Hepatic stellate cell (HSC) is the primary cell type responsible for liver fibrogenesis. TGF-β1 and PDGF are key profibrotic cytokines that regulate HSCs activation and proliferation with functional convergence. Dual RNA interference against their receptors may achieve therapeutic effects. We have devised a novel RNAi strategy based on HSCs specific GFAP promoter driven and lentivirally expressed artificial microRNAs (amiRNAs) that consist of microRNA-30a backbone and effective shRNAs against mouse Pdgfrβ and Tgfbr2, and tested their antifibrotic efficacy in primary and cultured HSCs and in mice affected with CCl4-induced hepatic fibrosis.
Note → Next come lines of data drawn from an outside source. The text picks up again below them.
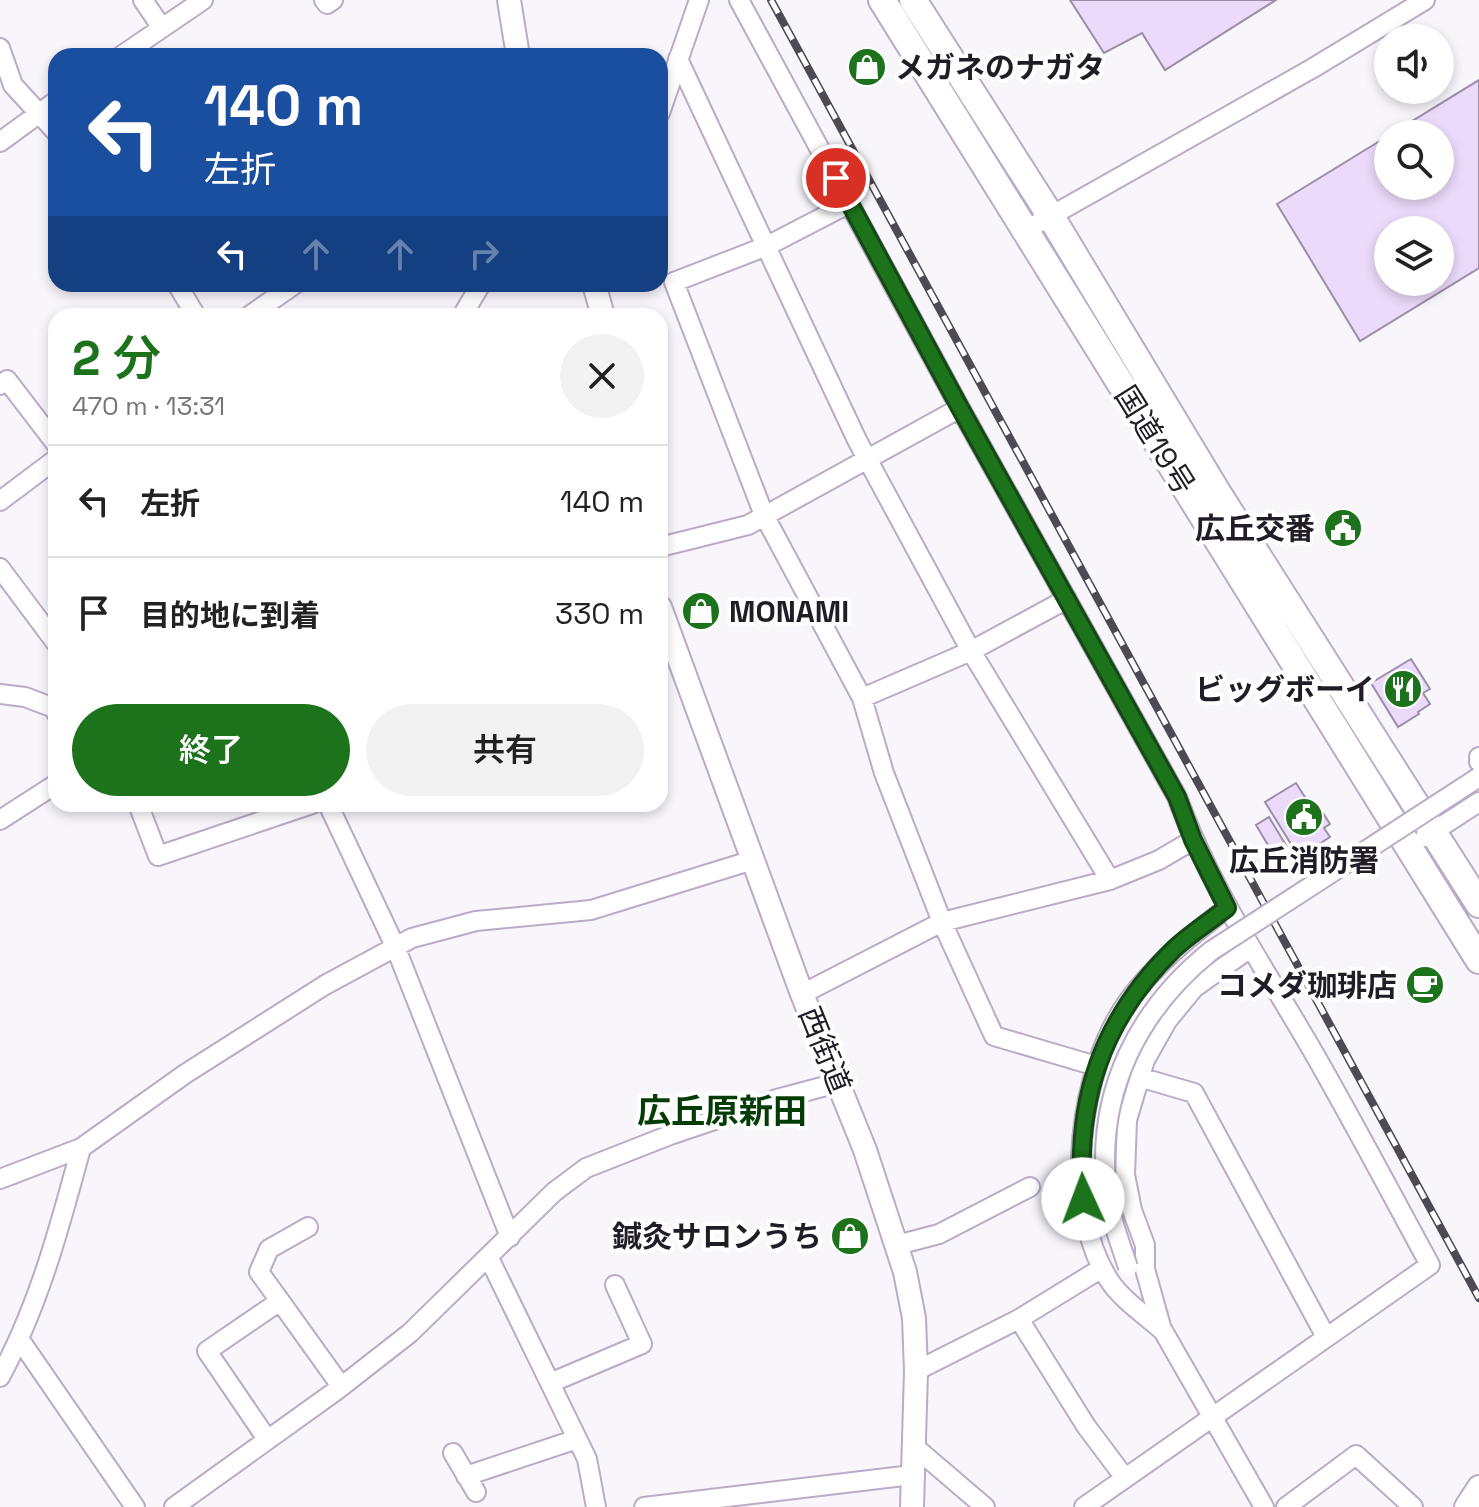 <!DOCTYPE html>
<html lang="ja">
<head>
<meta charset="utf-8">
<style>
	:root { --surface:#fff; --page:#f2f2f2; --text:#222; --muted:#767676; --line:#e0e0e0; --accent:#1d721c }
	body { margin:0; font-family:"Space Grotesk","Noto Sans JP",sans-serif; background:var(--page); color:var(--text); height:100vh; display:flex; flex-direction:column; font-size:30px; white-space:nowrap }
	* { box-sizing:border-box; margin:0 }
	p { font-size:26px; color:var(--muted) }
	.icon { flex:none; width:44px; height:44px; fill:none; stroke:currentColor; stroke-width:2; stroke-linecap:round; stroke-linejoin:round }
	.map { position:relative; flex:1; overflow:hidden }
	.panel { position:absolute; left:48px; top:308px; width:620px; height:504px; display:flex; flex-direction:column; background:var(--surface); border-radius:24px; box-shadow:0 4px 12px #0003 }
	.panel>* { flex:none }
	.hud { position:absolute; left:48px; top:48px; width:620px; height:244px; border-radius:24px; box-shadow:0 4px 12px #0003; background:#1a4fa0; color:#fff; overflow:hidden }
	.tools { position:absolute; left:1374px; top:24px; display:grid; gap:16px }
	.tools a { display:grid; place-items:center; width:80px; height:80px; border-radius:50%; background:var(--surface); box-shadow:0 4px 12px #0003; font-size:40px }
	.pin { position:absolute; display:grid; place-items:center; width:68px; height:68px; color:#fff; margin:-34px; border:4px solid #fff; border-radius:50%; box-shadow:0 2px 8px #0007 }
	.me { position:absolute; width:88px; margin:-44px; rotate:358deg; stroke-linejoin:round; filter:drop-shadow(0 0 6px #0008) }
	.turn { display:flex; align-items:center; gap:28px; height:168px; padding:0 24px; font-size:36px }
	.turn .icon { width:104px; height:104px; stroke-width:2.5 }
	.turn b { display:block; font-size:56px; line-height:68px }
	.lanes { display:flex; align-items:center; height:76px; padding:0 24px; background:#0003; justify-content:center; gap:40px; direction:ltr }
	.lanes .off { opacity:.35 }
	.round { display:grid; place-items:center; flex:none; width:84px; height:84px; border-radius:42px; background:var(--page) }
	.overview { display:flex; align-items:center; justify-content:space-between; height:136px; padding:0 24px }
	h1 { font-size:48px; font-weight:600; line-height:60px; color:var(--accent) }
	.button { display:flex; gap:16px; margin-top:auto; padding:16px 24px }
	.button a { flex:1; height:92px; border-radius:48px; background:var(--accent); color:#fff; font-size:32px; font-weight:600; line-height:92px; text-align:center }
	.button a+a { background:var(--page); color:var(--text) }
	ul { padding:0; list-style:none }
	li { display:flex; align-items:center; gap:24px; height:112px; padding:0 24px; border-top:2px solid var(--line) }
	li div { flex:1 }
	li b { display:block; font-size:30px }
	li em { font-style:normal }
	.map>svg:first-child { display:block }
	.building { fill:#ebdafa; stroke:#9c8ea9; stroke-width:2; fill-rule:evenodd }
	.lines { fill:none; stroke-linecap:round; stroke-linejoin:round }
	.minor-casing { stroke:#bbabc8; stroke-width:22 }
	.major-casing { stroke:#bbabc8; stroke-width:26 }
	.highway-casing { stroke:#bbabc8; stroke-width:30 }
	.minor { stroke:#fff; stroke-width:18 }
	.major { stroke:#fff; stroke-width:22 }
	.highway { stroke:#fff; stroke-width:26 }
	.rail-casing { stroke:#4e4953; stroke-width:8 }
	.rail { stroke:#fff; stroke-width:5; stroke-dasharray:15; stroke-linecap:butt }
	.minor-bridge-casing { stroke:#bbabc8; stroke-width:22; stroke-linecap:butt }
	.minor-bridge { stroke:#fff; stroke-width:18 }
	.route-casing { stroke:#134a12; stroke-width:20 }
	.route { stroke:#1d721c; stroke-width:14 }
	.labels { text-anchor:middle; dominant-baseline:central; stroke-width:8; stroke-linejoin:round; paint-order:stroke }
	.poi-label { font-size:30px; font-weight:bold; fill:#221c27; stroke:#fff; text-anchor:end }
	.street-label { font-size:30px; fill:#221c27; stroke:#fff }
	.quarter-label { font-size:34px; font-weight:bold; fill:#043c05; stroke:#fff }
</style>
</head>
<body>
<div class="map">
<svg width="1479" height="1507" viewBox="0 0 1479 1507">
	<rect width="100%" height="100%" fill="#f8f5fb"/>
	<path class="building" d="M 1070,0 L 1276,0 L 1165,70 L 1142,33 L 1104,53 Z
		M 1479,80 L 1479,268 L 1360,341 L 1277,204 L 1388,136 L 1388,186 L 1440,186 L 1440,134 L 1391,134 ZM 1388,230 L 1440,230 L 1440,282 L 1388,282 Z
		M 1411,659 L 1430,689 L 1423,693 L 1430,704 L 1418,712 L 1419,714 L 1398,727 L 1371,683 Z
		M 1296,783 L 1317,816 L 1323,813 L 1330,824 L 1324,828 L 1330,837 L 1299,857 L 1265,802 Z
		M 1269,817 L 1287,847 L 1274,855 L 1256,825 Z"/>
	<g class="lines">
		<g class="minor-casing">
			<path id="minor" d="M 143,0 L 162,28
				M 324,0 L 327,4 L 333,0
				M 739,0 L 960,408 L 1177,797 C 1212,893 1265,968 1315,1055 C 1355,1125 1392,1195 1430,1265 L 1084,1507
				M 0,48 L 13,85 L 56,132
				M 121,56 L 203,0
				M 678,59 L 857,440 L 971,651 L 1110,880
				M 660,113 L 699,0
				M 0,142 L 56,101
				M 850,203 L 767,246 L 674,282 L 764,515 L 862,698 L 884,773 L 942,922 L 994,1036 L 1096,1066
				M 1026,230 L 1313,68 L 1425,0
				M 177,284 L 196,316
				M 249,316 L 295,284
				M 462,316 L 481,284
				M 0,385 L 7,380 L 56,444
				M 0,501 L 56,459
				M 660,547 L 748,525 L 960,408
				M 0,568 L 56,643
				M 0,694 L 25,697 L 54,708 L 56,713
				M 862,698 L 971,651 L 1067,599
				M 1479,757 L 1479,762
				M 138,804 L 158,856 L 312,804
				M 328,804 L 395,946 L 510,1237
				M 0,820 L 56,784
				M 1425,837 L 1479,802
				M 802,994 L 942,922 L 1110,880 L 1159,860 L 1193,840
				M 1139,1077 L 1194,1093 L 1326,1337
				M 0,1179 L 81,1148 L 185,1074 L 325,985 L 412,938 L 476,921 L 591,910 L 753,860
				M 897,1245 L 939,1234 L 1030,1187
				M 489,1258 L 587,1459 L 596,1507
				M 280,1301 L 259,1272 L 269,1249 L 308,1227
				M 1019,1319 L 1086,1426 L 1125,1478
				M 1158,1322 L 1264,1507
				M 1162,1330 C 1145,1315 1121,1299 1109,1280 C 1061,1206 1079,1068 1129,1000 C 1157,962 1191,936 1227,908
				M 1162,1330 L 1145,1269 L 1145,1245 L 1132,1210 L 1125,1175 L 1127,1120 L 1145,1060 L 1167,1021 L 1194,988 L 1249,949
				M 20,1340 L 135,1507
				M 916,1371 L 1019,1319 L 1102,1268
				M 0,1377 C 39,1305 60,1226 81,1148
				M 550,1383 L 642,1344 L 615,1285
				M 267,1439 L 207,1351 L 280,1301 L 341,1386
				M 916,1448 L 985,1507
				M 453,1453 L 476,1492
				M 466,1476 L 577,1439
				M 174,1507 L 337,1390 L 410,1333 L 554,1192 L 586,1168 L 670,1135 L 777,1099 L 837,1083
				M 644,1507 L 912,1475
				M 1286,1507 L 1356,1455 L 1413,1507"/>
		</g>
		<g class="major-casing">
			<path id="major" d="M 509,0 L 518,56
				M 594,284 L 603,316
				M 660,607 L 802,994 L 865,1150 L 905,1272 L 914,1318 L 916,1371 L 912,1507
				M 1466,1507 L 1479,1487"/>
		</g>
		<g class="highway-casing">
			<path id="highway" d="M 882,0 L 1479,960
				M 913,0 L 1050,215 L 1217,492 L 1479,904"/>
		</g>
		<use href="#minor" class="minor"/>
		<use href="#major" class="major"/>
		<use href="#highway" class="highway"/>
		<g class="rail-casing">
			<path id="rail" d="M 771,0 L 1479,1298"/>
		</g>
		<use href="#rail" class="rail"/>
		<g class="minor-bridge-casing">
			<path id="minor-bridge" d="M 1128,1267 C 1119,1240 1108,1212 1106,1183 C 1098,1089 1139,1009 1211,951 L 1479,777"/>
		</g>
		<use href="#minor-bridge" class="minor-bridge"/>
	</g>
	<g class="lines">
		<g class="route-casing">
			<path id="route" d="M 836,178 L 960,408 L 1177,797 L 1193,840 L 1227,908 C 1210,921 1190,934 1174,949 C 1102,1019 1075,1100 1083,1199"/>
		</g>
		<use href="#route" class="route"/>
	</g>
	<defs>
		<g id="shop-disc" transform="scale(2)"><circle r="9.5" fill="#1d721c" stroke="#fff"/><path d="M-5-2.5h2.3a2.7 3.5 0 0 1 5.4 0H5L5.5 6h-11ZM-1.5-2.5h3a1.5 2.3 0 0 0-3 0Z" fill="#fff"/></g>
		<g id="civic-disc" transform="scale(2)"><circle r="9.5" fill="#1d721c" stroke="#fff"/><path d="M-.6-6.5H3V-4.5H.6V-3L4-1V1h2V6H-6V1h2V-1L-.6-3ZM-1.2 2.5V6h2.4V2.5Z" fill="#fff"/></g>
		<g id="restaurant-disc" transform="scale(2)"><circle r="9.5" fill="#1d721c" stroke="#fff"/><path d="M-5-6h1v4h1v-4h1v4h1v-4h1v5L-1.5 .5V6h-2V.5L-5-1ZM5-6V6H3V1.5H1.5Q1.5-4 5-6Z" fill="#fff"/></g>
		<g id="cafe-disc" transform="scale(2)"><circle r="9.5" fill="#1d721c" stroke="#fff"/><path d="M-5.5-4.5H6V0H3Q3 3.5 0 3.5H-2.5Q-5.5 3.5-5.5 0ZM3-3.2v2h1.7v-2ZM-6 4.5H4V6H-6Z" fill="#fff"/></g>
	</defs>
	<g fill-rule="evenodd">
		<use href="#shop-disc" x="867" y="67"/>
		<use href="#civic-disc" x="1343" y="528"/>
		<use href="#shop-disc" x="701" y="611"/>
		<use href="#restaurant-disc" x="1403" y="689"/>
		<use href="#civic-disc" x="1304" y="817"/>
		<use href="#cafe-disc" x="1425" y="985"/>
		<use href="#shop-disc" x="850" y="1236"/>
	</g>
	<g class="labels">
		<g class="poi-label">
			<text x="895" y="67" text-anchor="start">メガネのナガタ</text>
			<text x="1315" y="528">広丘交番</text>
			<text x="729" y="611" text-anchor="start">MONAMI</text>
			<text x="1375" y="689">ビッグボーイ</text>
			<text x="1304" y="860" text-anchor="middle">広丘消防署</text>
			<text x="1397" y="985">コメダ珈琲店</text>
			<text x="822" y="1236">鍼灸サロンうち</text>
		</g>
		<g class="street-label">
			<text transform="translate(1155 440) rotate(58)">国道19号</text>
			<text transform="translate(825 1050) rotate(68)">西街道</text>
		</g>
		<g class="quarter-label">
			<text x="722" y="1111">広丘原新田</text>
		</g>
	</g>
</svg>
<div class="tools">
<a><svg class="icon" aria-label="sound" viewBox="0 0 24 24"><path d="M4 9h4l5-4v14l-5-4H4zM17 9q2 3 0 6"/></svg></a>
<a><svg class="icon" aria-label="search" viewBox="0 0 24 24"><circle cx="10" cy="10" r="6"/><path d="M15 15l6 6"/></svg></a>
<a><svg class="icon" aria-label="layers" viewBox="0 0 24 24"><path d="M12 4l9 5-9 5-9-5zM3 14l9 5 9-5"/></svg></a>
</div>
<div class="pin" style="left:836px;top:178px;background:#d93025"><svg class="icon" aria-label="arrive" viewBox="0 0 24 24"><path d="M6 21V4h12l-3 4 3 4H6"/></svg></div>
<svg class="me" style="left:1083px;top:1199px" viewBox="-20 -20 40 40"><circle r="19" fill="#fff"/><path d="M0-13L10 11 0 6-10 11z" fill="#1d721c"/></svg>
<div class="hud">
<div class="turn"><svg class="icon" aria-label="left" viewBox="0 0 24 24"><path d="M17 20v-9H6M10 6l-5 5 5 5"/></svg><div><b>140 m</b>左折</div></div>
<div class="lanes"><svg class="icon" aria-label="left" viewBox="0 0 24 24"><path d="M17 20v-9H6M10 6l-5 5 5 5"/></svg><svg class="icon off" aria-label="ahead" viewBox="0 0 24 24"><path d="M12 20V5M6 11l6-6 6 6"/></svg><svg class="icon off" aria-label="ahead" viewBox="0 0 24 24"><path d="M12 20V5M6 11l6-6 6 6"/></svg><svg class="icon off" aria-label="right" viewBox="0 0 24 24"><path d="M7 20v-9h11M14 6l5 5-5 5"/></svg></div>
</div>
<section class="panel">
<div class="overview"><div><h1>2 分</h1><p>470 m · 13:31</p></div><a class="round"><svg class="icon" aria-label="close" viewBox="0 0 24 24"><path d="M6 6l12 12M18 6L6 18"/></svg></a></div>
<ul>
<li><svg class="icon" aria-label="left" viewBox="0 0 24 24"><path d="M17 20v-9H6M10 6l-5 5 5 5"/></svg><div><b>左折</b></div><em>140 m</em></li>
<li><svg class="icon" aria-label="arrive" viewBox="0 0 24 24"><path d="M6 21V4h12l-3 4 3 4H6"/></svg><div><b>目的地に到着</b></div><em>330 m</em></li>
</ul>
<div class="button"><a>終了</a><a>共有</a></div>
</section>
</div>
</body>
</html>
Here we show that amiRNA-mediated Pdgfrβ and Tgfbr2 co-silencing inhibits HSCs activation and proliferation. After the recombinant lentivirus particles were delivered into liver through tail vein injection, the therapeutic amiRNAs are preferentially expressed in HSCs, efficiently co-knockdown the expressions in situ of Tgfbr2 and Pdgfrβ, which correlates with down-regulated expression of target or effector genes of their signaling such as Pai-1, P70S6K and D-cyclins. The amiRNA-based HSCs-specific co-silencing of Tgfbr2 and Pdgfrβ significantly suppresses hepatic expressions of fibrotic markers α-Sma and Col1a1, extracellular matrix regulators Mmps and Timp1, and phenotypically ameliorates liver fibrosis as evidenced by remarkable reductions in serum alanine aminotransferase activity, collagen deposition, and strength of α-Sma-positive staining. Our findings provide a proof-of-concept for the use of amiRNA-mediated co-silencing of two profibrogenic pathways in liver fibrosis treatment, and highlight therapeutic potential of concatenated amiRNAs in gene therapy.